Junkyard Crafts
Where Junk is Turned into Art

History

One of Many folk-tales as to the origin of the Bottle Tree

The Bottle Tree once was a common sight in the Southern landscape, but nearly vanish as ancient folk beliefs and customs "became out of favor" until it became an "in" Yard folk art item in past few years. The modern bottle trees have been featured in many mainstream magazines.

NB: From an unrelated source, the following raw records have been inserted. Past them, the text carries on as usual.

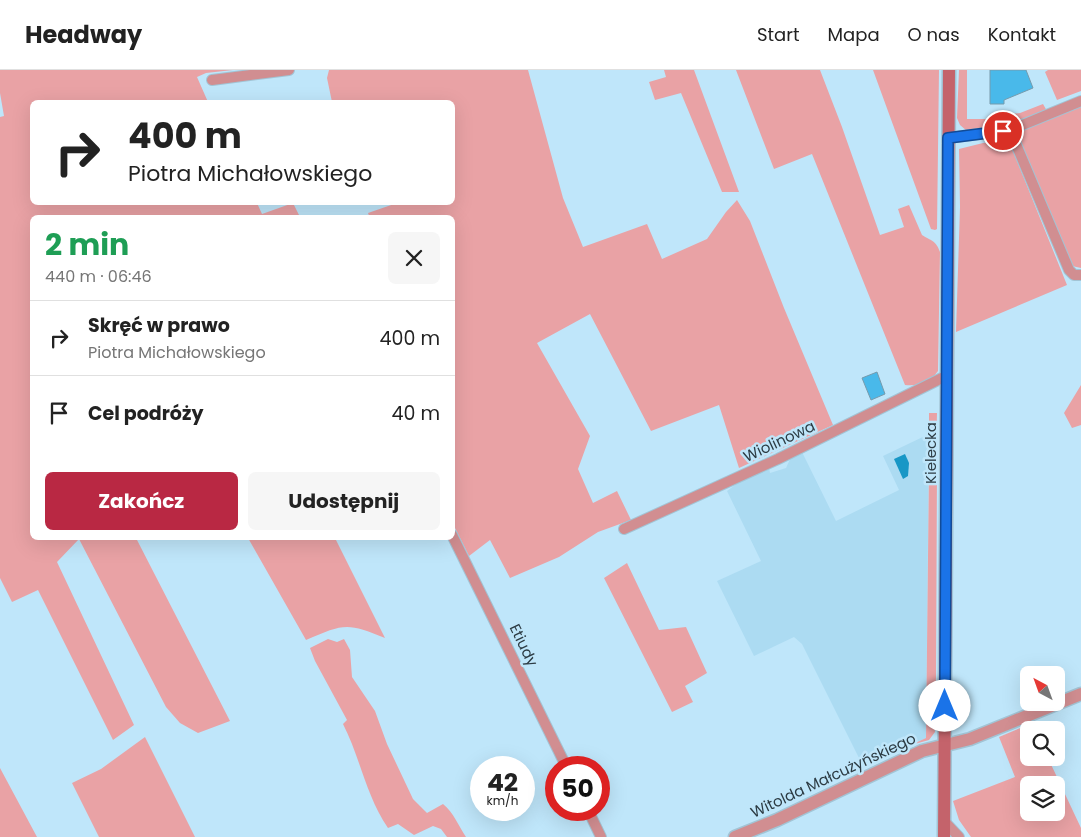 <!DOCTYPE html>
<html lang="pl">
<meta charset="utf-8">
<style>
body{margin:0;font-family:Poppins,sans-serif;background:#f6f6f6;color:#222;height:100vh;display:flex;flex-direction:column;font-size:19px;white-space:nowrap}
*{box-sizing:border-box;margin:0}
p{font-size:16px;color:#767676}
.icon{flex:none;width:28px;height:28px;fill:none;stroke:currentColor;stroke-width:2;stroke-linecap:round;stroke-linejoin:round}
.map{position:relative;flex:1;overflow:hidden}
.panel{position:absolute;left:30px;top:145px;width:425px;height:325px;display:flex;flex-direction:column;background:#fff;border-radius:8px;box-shadow:0 5px 20px #0002}
.panel>*{flex:none}
.top-card{position:absolute;left:30px;top:30px;width:425px;height:105px;border-radius:8px;box-shadow:0 5px 20px #0002;background:#fff;color:#222;overflow:hidden}
.needle{width:32px;rotate:319deg}
.buttons{position:absolute;left:1020px;top:596px;display:grid;gap:10px}
.buttons a{display:grid;place-items:center;width:45px;height:45px;border-radius:8px;background:#fff;box-shadow:0 5px 20px #0002;font-size:25px}
.speed{position:absolute;left:470px;top:686px;display:flex;gap:10px;font-size:25px;font-weight:700;text-align:center}
.speed>*{display:grid;place-content:center;width:65px;height:65px;border-radius:50%;background:#fff;box-shadow:0 5px 20px #0002;line-height:1}
.speed small{font-size:12px;font-weight:400}
.speed .limit{border:8px solid #d22;background:#fff;color:#111}
.pin{position:absolute;display:grid;place-items:center;width:42px;height:42px;color:#fff;margin:-21px;border:2px solid #fff;border-radius:50%;box-shadow:0 1px 5px #0007}
.me{position:absolute;width:55px;margin:-28px;rotate:0deg;stroke-linejoin:round;filter:drop-shadow(0 0 4px #0008)}
.turn{display:flex;align-items:center;gap:18px;height:105px;padding:0 15px;font-size:22px}
.turn .icon{width:65px;height:65px;stroke-width:2.5}
.turn b{display:block;font-size:35px;line-height:42px}
.round{display:grid;place-items:center;flex:none;width:52px;height:52px;border-radius:8px;background:#f6f6f6}
.summary{display:flex;align-items:center;justify-content:space-between;height:85px;padding:0 15px}
h1{font-size:30px;font-weight:700;line-height:38px;color:#1e9e55}
.button{display:flex;gap:10px;margin-top:auto;padding:10px 15px}
.button a{flex:1;height:58px;border-radius:8px;background:#b92843;color:#fff;font-size:20px;font-weight:700;line-height:58px;text-align:center}
.button a+a{background:#f6f6f6;color:#222}
ul{padding:0;list-style:none}
li{display:flex;align-items:center;gap:15px;height:75px;padding:0 15px;border-top:1px solid #e0e0e0}
li div{flex:1}
li b{display:block;font-size:19px}
li em{font-style:normal}
header{display:flex;align-items:center;gap:30px;box-sizing:border-box;height:70px;padding:0 25px;background:#fff;border-bottom:1px solid #e0e0e0}
header strong{font-size:24px}
nav{display:flex;gap:28px;margin-inline-start:auto;font-size:18px}
.map>svg:first-child{display:block}
.built{fill:#acdbf2}
.green{fill:#e9a2a5;fill-rule:evenodd}
.water{fill:#1897c6}
.building{fill:#49b9ea;stroke:#769bad}
.lines{fill:none;stroke-linecap:round;stroke-linejoin:round}
.minor-casing{stroke:#a2c4d5;stroke-width:12}
.tertiary-casing{stroke:#a2c4d5;stroke-width:15}
.secondary-casing{stroke:#a2c4d5;stroke-width:15}
.minor{stroke:#d18e91;stroke-width:10}
.tertiary{stroke:#d18e91;stroke-width:12}
.secondary{stroke:#c4636b;stroke-width:12}
.route-casing{stroke:#114b97;stroke-width:12}
.route{stroke:#1a73e8;stroke-width:9}
.labels{text-anchor:middle;dominant-baseline:central;stroke-width:5;stroke-linejoin:round;paint-order:stroke}
.street-label{font-size:15px;fill:#2c3b43;stroke:#bfe6fa}
</style>
<header>
<strong>Headway</strong>
<nav><a>Start</a><a>Mapa</a><a>O nas</a><a>Kontakt</a></nav>
</header>
<div class="map">
<svg width="1081" height="767" viewBox="0 0 1081 767">
<rect width="100%" height="100%" fill="#bfe6fa"/>
<path class="built" d="M929,364l-3,304 -62,30 -62,-124 -8,-7 -40,19 -37,-75 44,-20 -34,-70 12,-9 30,-14 1,5 16,-5 5,-11 11,-5 34,69 63,-31 -16,-34z"/>
<path class="green" d="M0,0h233l-27,3 -9,4 11,25h-176v100l225,1 5,11 31,-11 7,14 -268,1v320h104l94,183 -32,12 -18,-10 -14,-16 -87,-168 -22,23 77,163 -21,15 -75,-150 -26,12 -12,-24v-461l4,-1 -4,-23z
M329,0h199l35,128 20,49 64,-23 15,35 45,-20 19,-27 11,-12 13,21 34,87 49,117 -94,43 -20,-63 -68,26 -61,-117 -53,29 53,93 -12,33 15,34 24,-12 14,29 -33,12 -39,25 -49,21 -20,-38 -21,16 -16,-32 -1,-306h-82l-2,-5 29,-10 55,-1v-100h-120l-5,-24z
M664,0h30l45,122h-17l-41,-99 -26,7 -6,-18 17,-5z
M736,0h84l22,57 38,108 24,-8 -6,-18 11,-4 13,30c9,6 14,5 18,17l-2,119c-9,12 -18,15 -33,14l-93,-231 -38,15z
M873,0h66l-2,159 -2,1 -4,-1z
M959,0h8v49h32v8l-32,4 -7,-6 -3,-7z
M1048,0h33v21l-24,9 -12,-28z
M1043,34l4,7 -38,14 2,-11 9,-1z
M1081,34v164l-9,-2 -58,-136z
M1009,71l58,144 -111,47 4,-125 -1,-58 24,-6z
M1081,315v40l-9,3 -8,-15z
M929,343h8l-1,39 -2,3 -5,1z
M931,395l6,5 -1,208 -2,27h-2l3,27 -6,8 -18,5 15,-7 3,-271z
M248,468h87l50,100c-38,-16 -42,-14 -79,2z
M627,493l32,67 27,-3 21,46 -22,13 8,16 -21,10 -68,-134z
M328,569l9,3 7,-3 6,11 2,27 23,34 12,33 26,55 14,14 16,-9c11,9 15,21 23,33h-19l-6,-8 -8,-3 -19,9 -16,-11 -10,4c-22,-32 -28,-71 -45,-104l4,-4 -32,-59 -5,-13z
M1032,653l3,7h-6v28h19l33,70v9h-110l-12,-17 -6,-19 62,-24 -16,-40zM1029,715h27v27h-27z
M145,667l50,100h-96l-27,-54 29,-14z
M0,698l37,69h-37z"/>
<path class="water" d="M905,384l4,9 -1,13 -5,3 -9,-20z"/>
<path class="building" d="M990,0h36l7,18 -29,12v4h-14z
M877,302l8,22 -14,6 -9,-22z"/>
<g class="lines">
<defs>
<path id="minor" d="M212,10l77,-10
M1010,60l59,140 5,5h7
M948,68l62,-8 71,-29
M624,459l154,-70 168,-83
M452,465l115,233
M588,740l13,27
M944,751l15,16"/>
<path id="tertiary" d="M735,767l42,-17 145,-69 48,-12 111,-45"/>
<path id="secondary" d="M944,767l5,-767"/>
</defs>
<use href="#minor" class="minor-casing"/>
<use href="#tertiary" class="tertiary-casing"/>
<use href="#secondary" class="secondary-casing"/>
<use href="#minor" class="minor"/>
<use href="#tertiary" class="tertiary"/>
<use href="#secondary" class="secondary"/>
</g>
<g class="lines">
<defs>
<path id="route" d="M945,636l3,-568 55,-7"/>
</defs>
<use href="#route" class="route-casing"/>
<use href="#route" class="route"/>
</g>
<g class="labels">
<g class="street-label">
<text transform="translate(779 371) rotate(-25)">Wiolinowa</text>
<text transform="translate(930 383) rotate(-90)">Kielecka</text>
<text transform="translate(524 575) rotate(64)">Etiudy</text>
<text transform="translate(833 705) rotate(-25)">Witolda Małcużyńskiego</text>
</g>
</g>
</svg>
<div class="buttons">
<a><svg class="needle" viewBox="-14 -14 28 28"><path d="M0-13l5 13h-10z" fill="#e53935"/><path d="M0 13l5-13h-10z" fill="#767676"/></svg></a>
<a><svg class="icon" aria-label="search" viewBox="0 0 24 24"><circle cx="10" cy="10" r="6"/><path d="M15 15l6 6"/></svg></a>
<a><svg class="icon" aria-label="layers" viewBox="0 0 24 24"><path d="M12 4l9 5-9 5-9-5zM3 14l9 5 9-5"/></svg></a>
</div>
<div class="speed"><div>42<small>km/h</small></div><div class="limit">50</div></div>
<div class="pin" style="left:1003px;top:61px;background:#d93025"><svg class="icon" aria-label="arrive" viewBox="0 0 24 24"><path d="M6 21V4h12l-3 4 3 4H6"/></svg></div>
<svg class="me" style="left:945px;top:636px" viewBox="-20 -20 40 40"><circle r="19" fill="#fff"/><path d="M0-13L10 11 0 6-10 11z" fill="#1a73e8"/></svg>
<div class="top-card">
<div class="turn"><svg class="icon" aria-label="right" viewBox="0 0 24 24"><path d="M7 20v-9h11M14 6l5 5-5 5"/></svg><div><b>400 m</b>Piotra Michałowskiego</div></div>
</div>
<section class="panel">
<div class="summary"><div><h1>2 min</h1><p>440 m · 06:46</p></div><a class="round"><svg class="icon" aria-label="close" viewBox="0 0 24 24"><path d="M6 6l12 12M18 6L6 18"/></svg></a></div>
<ul>
<li><svg class="icon" aria-label="right" viewBox="0 0 24 24"><path d="M7 20v-9h11M14 6l5 5-5 5"/></svg><div><b>Skręć w prawo</b><p>Piotra Michałowskiego</p></div><em>400 m</em></li>
<li><svg class="icon" aria-label="arrive" viewBox="0 0 24 24"><path d="M6 21V4h12l-3 4 3 4H6"/></svg><div><b>Cel podróży</b></div><em>40 m</em></li>
</ul>
<div class="button"><a>Zakończ</a><a>Udostępnij</a></div>
</section>
</div>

The Origin to the tree goes back to the ninth century; in the Congo, where hand-blown glass was part of the African culture. The bottles, tubes and flat pieces of glass  were hung on huts and trees as a talisman against evil spirits.  This practice was passed on to African-Americans. They subsituted colorful glass bottles, and placing them on dead trees that were place near homes. Cedar trees were often used because the cedar tree's branches point heavenwards.  The colorful bottles were place over small branches, and blue bottles were considered the best for capturing evil sprits as they mesmerized by the play of sunlight through the bottles.  The trees were usually placed near entry gates where unknown strangers might be harboring an evil spirt and the colorful bottles would lure and capture the evil spirt. Eventually, blue Milk of Magnesia bottle was the bottle of choice. It was also thought that when the wind blew past these bottles, the sounds the wind made blowing through the bottles were to be the moans of the trapped evil spirt. (adaped from Bill Steer)

Today, it is a focal folk art piece for the yard, a whimsical , colorful accent that reminds us Southerners of our past and maybe even ,for some, a just in-case, evil spirit snare.